PROBLEM DESCRIPTION →
The output must contain exactly the lines from the top of the listing below through the line containing "position:relative; width:496px; height:883px;", and no pictures.

SOURCE MATERIAL →
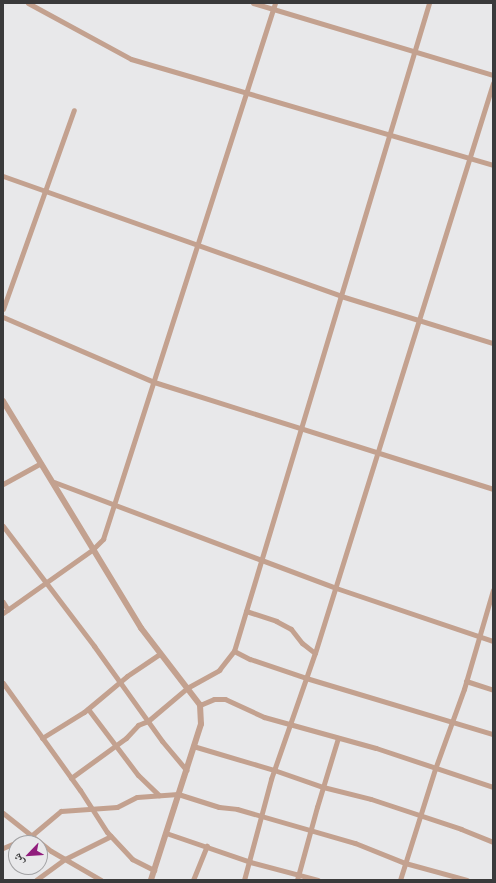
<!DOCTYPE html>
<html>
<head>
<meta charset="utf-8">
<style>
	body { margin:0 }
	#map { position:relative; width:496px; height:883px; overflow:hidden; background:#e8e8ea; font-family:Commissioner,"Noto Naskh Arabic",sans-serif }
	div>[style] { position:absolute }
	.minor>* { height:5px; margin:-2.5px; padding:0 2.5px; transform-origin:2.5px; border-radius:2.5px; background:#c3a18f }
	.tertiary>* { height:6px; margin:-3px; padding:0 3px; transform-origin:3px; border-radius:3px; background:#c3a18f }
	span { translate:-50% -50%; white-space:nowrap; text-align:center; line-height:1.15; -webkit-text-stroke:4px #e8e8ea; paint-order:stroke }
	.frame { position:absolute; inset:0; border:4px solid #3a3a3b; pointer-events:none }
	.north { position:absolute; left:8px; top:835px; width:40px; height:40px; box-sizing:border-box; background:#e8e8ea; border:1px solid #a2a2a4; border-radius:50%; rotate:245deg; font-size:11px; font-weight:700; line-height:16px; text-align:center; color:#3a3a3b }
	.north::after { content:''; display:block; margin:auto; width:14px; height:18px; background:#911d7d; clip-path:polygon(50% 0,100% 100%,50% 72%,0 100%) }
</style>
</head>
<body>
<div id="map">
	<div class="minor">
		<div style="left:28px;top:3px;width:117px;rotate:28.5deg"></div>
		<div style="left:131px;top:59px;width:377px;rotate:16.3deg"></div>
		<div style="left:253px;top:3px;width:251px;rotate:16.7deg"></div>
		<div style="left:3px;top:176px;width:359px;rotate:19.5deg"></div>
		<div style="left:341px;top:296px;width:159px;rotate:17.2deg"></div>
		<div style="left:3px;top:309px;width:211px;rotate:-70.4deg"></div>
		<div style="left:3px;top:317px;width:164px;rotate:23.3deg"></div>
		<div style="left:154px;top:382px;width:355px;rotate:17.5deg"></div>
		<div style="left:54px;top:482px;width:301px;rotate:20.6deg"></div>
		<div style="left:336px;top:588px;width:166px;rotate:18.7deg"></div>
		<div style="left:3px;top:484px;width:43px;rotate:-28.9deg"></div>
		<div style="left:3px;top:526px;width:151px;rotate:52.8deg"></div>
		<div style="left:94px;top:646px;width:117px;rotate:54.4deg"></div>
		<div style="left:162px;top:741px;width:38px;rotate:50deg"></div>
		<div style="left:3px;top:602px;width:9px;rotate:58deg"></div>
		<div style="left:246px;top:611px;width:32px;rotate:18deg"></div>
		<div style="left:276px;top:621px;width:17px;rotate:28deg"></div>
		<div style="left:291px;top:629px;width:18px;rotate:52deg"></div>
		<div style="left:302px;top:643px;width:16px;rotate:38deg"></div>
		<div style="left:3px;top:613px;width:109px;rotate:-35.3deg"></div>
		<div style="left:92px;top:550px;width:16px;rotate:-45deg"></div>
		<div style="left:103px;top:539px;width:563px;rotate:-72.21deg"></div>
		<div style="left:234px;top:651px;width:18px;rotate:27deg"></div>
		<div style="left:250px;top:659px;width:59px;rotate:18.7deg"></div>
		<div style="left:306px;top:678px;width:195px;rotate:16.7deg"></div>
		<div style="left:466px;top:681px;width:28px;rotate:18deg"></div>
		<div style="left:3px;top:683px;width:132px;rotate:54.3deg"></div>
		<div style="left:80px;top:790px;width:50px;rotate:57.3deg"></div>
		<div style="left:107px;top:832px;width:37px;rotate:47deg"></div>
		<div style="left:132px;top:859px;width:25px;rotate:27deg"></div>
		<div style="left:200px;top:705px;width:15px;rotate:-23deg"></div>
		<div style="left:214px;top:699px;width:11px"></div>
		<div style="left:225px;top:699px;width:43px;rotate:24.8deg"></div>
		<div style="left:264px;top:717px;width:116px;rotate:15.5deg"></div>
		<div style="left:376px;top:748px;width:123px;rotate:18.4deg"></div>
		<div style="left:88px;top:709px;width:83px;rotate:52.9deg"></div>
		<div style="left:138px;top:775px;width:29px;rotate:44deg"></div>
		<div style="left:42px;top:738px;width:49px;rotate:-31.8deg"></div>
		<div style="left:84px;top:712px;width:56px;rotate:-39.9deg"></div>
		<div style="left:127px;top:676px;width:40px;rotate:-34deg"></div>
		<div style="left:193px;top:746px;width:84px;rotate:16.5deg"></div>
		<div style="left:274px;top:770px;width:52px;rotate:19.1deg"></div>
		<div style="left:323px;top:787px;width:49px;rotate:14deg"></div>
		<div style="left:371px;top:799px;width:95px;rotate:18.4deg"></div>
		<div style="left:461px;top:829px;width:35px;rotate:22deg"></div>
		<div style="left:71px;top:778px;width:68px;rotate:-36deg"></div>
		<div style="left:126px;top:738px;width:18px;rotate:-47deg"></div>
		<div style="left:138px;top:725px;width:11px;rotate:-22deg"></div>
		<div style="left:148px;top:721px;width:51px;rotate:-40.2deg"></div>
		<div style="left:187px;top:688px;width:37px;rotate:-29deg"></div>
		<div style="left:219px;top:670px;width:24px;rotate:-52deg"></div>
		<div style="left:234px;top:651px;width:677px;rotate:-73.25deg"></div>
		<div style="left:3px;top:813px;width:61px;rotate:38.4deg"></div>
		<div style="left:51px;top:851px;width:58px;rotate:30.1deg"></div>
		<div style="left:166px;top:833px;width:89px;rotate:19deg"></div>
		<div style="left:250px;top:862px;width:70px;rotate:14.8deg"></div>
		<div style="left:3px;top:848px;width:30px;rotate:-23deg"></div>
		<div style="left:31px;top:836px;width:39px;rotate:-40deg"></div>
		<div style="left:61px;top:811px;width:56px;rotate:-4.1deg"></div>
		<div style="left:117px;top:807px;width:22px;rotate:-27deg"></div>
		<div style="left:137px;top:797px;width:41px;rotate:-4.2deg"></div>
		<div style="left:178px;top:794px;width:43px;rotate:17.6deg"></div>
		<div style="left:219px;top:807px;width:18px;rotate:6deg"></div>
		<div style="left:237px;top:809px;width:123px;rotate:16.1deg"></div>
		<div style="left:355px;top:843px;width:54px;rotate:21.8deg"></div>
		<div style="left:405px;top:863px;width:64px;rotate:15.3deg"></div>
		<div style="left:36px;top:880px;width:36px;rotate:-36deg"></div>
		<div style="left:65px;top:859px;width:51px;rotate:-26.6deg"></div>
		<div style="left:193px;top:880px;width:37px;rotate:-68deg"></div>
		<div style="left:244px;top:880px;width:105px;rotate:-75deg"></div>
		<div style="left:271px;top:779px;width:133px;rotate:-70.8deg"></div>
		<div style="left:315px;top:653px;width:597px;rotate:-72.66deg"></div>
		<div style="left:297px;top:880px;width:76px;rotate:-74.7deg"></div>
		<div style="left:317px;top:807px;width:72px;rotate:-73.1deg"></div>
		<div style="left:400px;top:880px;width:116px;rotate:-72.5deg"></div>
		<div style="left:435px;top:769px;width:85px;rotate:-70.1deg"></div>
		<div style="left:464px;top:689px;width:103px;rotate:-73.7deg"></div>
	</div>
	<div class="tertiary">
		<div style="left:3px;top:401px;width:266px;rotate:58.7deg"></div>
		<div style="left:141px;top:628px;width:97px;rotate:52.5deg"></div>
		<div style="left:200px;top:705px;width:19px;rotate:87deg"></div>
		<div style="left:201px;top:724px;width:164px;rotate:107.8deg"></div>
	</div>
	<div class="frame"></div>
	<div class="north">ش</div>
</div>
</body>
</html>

RESPONSE FOR THIS EXERCISE →
<!DOCTYPE html>
<html>
<head>
<meta charset="utf-8">
<style>
	body { margin:0 }
	#map { position:relative; width:496px; height:883px; overflow:hidden; background:#e8e8ea; font-family:Commissioner,"Noto Naskh Arabic",sans-serif }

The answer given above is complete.